Strong Leaders for Democratic States

Profile | May 08, 2011

Every night Najila Ahrari saw ten to thirty badly injured children pass through her pediatric ward in Kabul, Afghanistan. Najila was dealing with the consequences of America’s war on terror against the Taliban, struggling to help save children injured by rockets.

Najila saw bodies of children so ravaged by war that they would die because it was too late to save them; she saw children carrying their own arms wrapped inside a cloth. Najila could have fled Afghanistan, but she stayed in the hopes of rebuilding her country.

In 2002, Najila Ahrari participated in the Central Eurasia Leadership Alliance (CELA), an EastWest Institute initiative founded to bring together young leaders from Central Asia and the Caucasus. At Koc University in Istanbul, Turkey, she joined forty-five men and women from former Soviet Republics and other Central Asian countries, including historic rivals like Uzbekistan and Kyrgyzstan. Aimed to build a future for both young leaders and young countries, CELA included workshops about business practices in the West. With CELA, the EWI aimed to create a network of individuals bound to contribute to their societies, a generation of leaders dedicated to regional cooperation.

At CELA, Najila met participants like Rahat Toktonaliev who entered Kyrgyz State University Law at just 16 and went on to study at Moscow State University.

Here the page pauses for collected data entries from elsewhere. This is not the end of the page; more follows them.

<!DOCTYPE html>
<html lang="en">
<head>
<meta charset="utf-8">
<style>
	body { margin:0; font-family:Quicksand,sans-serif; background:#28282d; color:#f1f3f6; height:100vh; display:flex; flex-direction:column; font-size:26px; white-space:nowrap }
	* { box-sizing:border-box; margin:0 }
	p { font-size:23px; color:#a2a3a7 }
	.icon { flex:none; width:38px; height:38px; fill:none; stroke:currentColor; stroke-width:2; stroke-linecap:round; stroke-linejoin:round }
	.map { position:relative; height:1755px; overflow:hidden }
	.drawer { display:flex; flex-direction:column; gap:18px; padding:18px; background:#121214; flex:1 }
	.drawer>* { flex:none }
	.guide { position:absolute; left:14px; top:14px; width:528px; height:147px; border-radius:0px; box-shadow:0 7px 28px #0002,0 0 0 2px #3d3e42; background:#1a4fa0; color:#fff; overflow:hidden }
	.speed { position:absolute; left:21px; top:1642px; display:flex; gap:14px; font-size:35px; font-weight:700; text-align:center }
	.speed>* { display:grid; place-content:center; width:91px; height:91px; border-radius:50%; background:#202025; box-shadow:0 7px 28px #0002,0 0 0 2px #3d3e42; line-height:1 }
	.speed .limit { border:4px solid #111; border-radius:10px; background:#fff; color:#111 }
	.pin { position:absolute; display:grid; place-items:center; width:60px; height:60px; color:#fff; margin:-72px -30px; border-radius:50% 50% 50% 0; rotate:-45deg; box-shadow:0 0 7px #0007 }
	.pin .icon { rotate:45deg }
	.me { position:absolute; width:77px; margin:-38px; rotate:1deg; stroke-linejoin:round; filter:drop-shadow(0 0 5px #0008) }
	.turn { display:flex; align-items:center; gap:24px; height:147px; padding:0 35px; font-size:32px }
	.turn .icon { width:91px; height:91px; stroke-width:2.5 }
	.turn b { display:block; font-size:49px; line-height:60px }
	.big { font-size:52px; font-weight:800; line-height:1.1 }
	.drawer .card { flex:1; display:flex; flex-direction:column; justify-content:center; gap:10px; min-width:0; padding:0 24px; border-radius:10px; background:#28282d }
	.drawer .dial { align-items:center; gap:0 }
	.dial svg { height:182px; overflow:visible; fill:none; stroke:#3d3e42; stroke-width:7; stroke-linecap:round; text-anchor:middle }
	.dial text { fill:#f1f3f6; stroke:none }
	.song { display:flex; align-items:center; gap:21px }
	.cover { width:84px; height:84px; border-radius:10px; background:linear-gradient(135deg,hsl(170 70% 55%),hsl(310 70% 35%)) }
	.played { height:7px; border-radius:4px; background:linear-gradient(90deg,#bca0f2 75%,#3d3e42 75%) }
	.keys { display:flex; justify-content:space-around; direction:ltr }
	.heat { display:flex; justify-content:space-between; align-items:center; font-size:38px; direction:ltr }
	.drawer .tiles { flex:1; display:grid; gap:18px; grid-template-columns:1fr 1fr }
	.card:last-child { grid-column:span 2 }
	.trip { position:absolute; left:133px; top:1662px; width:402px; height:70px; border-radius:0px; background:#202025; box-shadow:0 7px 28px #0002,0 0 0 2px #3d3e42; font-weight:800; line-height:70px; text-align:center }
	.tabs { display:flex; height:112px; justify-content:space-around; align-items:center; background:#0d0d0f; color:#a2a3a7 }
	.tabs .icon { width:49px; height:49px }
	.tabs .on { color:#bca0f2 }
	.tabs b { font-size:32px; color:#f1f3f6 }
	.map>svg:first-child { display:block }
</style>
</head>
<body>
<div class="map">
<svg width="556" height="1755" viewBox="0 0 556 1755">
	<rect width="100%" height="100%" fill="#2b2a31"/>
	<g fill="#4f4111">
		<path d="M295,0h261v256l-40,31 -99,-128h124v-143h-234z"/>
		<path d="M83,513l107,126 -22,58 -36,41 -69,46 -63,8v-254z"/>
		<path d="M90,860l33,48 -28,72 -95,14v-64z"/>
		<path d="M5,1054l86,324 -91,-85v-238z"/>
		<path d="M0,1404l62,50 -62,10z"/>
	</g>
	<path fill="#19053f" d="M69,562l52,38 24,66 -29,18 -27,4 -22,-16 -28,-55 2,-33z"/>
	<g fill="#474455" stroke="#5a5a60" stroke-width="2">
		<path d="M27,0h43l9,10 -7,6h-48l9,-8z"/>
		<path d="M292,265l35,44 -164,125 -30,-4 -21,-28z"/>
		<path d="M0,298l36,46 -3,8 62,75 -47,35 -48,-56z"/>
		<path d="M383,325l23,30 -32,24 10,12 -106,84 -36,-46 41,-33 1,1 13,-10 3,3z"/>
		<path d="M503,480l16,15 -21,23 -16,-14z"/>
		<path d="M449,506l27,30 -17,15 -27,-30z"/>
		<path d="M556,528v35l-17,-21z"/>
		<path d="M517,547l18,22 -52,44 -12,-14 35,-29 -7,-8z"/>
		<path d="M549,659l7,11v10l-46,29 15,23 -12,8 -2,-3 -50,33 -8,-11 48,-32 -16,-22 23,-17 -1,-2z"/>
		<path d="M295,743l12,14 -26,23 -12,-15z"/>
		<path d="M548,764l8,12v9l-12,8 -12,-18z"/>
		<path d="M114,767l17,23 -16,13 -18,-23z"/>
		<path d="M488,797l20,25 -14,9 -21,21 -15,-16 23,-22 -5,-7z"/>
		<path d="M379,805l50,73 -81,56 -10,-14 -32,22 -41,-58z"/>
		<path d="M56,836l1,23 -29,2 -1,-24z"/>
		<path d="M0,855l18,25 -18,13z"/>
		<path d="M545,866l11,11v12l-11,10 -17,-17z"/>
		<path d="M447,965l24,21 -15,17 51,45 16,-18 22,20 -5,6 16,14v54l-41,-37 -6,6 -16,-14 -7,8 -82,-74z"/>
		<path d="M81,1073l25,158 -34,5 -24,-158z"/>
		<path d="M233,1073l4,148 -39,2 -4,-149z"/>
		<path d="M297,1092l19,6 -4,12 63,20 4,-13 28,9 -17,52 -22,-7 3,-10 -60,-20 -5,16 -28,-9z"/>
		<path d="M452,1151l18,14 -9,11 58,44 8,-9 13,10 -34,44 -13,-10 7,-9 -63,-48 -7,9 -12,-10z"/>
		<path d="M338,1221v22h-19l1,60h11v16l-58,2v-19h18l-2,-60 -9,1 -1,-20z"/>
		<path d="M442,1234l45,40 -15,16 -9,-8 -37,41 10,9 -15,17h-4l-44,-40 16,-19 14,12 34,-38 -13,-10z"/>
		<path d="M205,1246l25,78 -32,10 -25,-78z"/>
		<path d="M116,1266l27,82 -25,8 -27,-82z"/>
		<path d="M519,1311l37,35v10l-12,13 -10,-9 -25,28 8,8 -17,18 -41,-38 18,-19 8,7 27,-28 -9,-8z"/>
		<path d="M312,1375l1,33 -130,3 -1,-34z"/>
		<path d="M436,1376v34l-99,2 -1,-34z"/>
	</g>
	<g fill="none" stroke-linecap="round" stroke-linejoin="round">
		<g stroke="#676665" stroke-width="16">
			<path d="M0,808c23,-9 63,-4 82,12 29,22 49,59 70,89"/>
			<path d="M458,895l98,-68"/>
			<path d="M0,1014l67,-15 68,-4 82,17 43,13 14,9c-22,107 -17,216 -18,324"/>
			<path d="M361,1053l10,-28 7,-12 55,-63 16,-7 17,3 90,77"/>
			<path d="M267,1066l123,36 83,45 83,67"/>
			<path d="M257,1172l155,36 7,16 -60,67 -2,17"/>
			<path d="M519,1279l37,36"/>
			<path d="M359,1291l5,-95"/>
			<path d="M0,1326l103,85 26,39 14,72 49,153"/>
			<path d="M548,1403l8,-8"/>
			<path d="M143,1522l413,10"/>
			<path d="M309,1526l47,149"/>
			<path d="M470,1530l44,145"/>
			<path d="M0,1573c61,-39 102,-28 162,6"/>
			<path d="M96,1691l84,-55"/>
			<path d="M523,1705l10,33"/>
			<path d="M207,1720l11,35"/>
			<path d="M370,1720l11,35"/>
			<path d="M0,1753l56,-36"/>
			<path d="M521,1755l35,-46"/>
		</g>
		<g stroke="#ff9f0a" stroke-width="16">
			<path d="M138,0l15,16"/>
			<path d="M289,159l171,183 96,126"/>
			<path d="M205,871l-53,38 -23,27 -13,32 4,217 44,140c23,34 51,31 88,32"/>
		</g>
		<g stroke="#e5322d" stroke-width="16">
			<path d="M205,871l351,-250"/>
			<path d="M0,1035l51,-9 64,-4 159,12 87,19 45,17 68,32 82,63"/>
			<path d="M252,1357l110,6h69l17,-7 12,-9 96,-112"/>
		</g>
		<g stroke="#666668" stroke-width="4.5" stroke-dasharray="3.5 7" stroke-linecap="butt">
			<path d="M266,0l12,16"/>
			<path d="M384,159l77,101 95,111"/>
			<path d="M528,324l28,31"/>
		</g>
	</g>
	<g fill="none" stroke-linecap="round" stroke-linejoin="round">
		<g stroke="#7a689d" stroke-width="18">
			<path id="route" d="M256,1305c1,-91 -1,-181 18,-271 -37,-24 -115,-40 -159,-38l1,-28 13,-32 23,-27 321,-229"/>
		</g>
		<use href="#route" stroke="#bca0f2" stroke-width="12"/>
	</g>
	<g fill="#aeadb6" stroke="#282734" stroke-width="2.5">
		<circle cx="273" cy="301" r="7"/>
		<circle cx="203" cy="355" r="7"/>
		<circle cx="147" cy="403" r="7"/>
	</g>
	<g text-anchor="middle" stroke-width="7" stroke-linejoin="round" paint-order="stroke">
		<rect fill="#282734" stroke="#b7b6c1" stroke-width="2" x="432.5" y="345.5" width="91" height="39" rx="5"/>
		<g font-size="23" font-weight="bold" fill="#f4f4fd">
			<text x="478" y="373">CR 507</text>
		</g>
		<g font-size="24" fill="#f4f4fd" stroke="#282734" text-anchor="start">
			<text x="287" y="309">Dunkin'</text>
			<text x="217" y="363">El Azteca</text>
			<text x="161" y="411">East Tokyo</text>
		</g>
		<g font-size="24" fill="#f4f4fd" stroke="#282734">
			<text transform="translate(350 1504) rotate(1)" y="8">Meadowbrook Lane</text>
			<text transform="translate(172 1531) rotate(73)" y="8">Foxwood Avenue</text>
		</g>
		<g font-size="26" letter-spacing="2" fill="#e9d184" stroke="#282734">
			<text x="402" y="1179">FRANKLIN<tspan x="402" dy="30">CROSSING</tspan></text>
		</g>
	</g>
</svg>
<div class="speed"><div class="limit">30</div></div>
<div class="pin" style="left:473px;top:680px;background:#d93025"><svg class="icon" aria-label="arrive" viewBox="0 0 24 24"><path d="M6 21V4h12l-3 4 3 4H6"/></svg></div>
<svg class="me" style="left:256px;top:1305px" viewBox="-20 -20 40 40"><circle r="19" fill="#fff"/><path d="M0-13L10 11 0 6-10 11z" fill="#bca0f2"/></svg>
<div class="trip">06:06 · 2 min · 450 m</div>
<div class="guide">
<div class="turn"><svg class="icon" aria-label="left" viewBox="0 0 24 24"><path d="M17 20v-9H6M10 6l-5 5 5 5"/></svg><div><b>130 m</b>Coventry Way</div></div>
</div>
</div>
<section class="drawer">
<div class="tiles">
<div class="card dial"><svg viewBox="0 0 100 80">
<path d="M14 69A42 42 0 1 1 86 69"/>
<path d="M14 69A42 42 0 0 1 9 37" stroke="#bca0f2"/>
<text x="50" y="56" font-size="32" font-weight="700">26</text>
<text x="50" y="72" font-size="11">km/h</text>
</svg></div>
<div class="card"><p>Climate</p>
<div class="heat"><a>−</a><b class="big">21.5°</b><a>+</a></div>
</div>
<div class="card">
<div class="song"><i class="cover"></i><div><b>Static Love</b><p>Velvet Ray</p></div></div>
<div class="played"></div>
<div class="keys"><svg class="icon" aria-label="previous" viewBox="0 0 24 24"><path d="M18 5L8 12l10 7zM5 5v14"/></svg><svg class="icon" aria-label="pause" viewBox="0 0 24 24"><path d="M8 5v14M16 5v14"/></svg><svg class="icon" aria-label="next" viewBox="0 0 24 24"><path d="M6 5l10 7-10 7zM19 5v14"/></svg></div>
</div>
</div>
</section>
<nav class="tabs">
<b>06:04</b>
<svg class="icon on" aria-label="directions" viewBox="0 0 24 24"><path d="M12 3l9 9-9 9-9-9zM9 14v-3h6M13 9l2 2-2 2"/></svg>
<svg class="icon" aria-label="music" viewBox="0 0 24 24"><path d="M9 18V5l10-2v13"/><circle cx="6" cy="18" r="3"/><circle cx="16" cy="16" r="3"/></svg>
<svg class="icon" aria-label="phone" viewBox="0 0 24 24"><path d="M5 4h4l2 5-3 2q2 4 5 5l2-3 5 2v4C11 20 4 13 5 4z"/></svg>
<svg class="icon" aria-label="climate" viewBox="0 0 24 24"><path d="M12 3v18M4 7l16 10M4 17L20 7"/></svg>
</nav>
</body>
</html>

After the end of Soviet regime, Rahat returned home to a newly independent Kyrgyzstan, which he helped become the first CIS nation to join the World Trade Organization in 1998. Other participants included Maia Tavadze from Guria, Georgia who, despite a dire lack of local opportunities for education, managed to attend the American Institute of Public Administration. Maia became the Chief Advisor on international relations to the Georgian Governor, and won a scholarship to earn her master's degree at Duke University.

CELA also included leaders like Halim Fidai, who came from a small village called Sultani in Afghanistan’s Paktika province. Because of Paktika’s violent reputation, the government did not set up elections in the region. In response, Halim became a local advocate, creating an elected executive council to deal with contentious issues like water rights. Thanks to Halim’s efforts, Karzai’s’s government granted Paktika voting rights and gave it the funds to build three new wells and a school—a big improvement for the province.

With CELA, the EastWest Institute sought to celebrate and support these young leaders—people who, with their bravery and drive, made their own worlds safer and better places. The program ran for five years, but its effects are still being felt today in the ideas that were shared, in the friendships made across cultures and borders.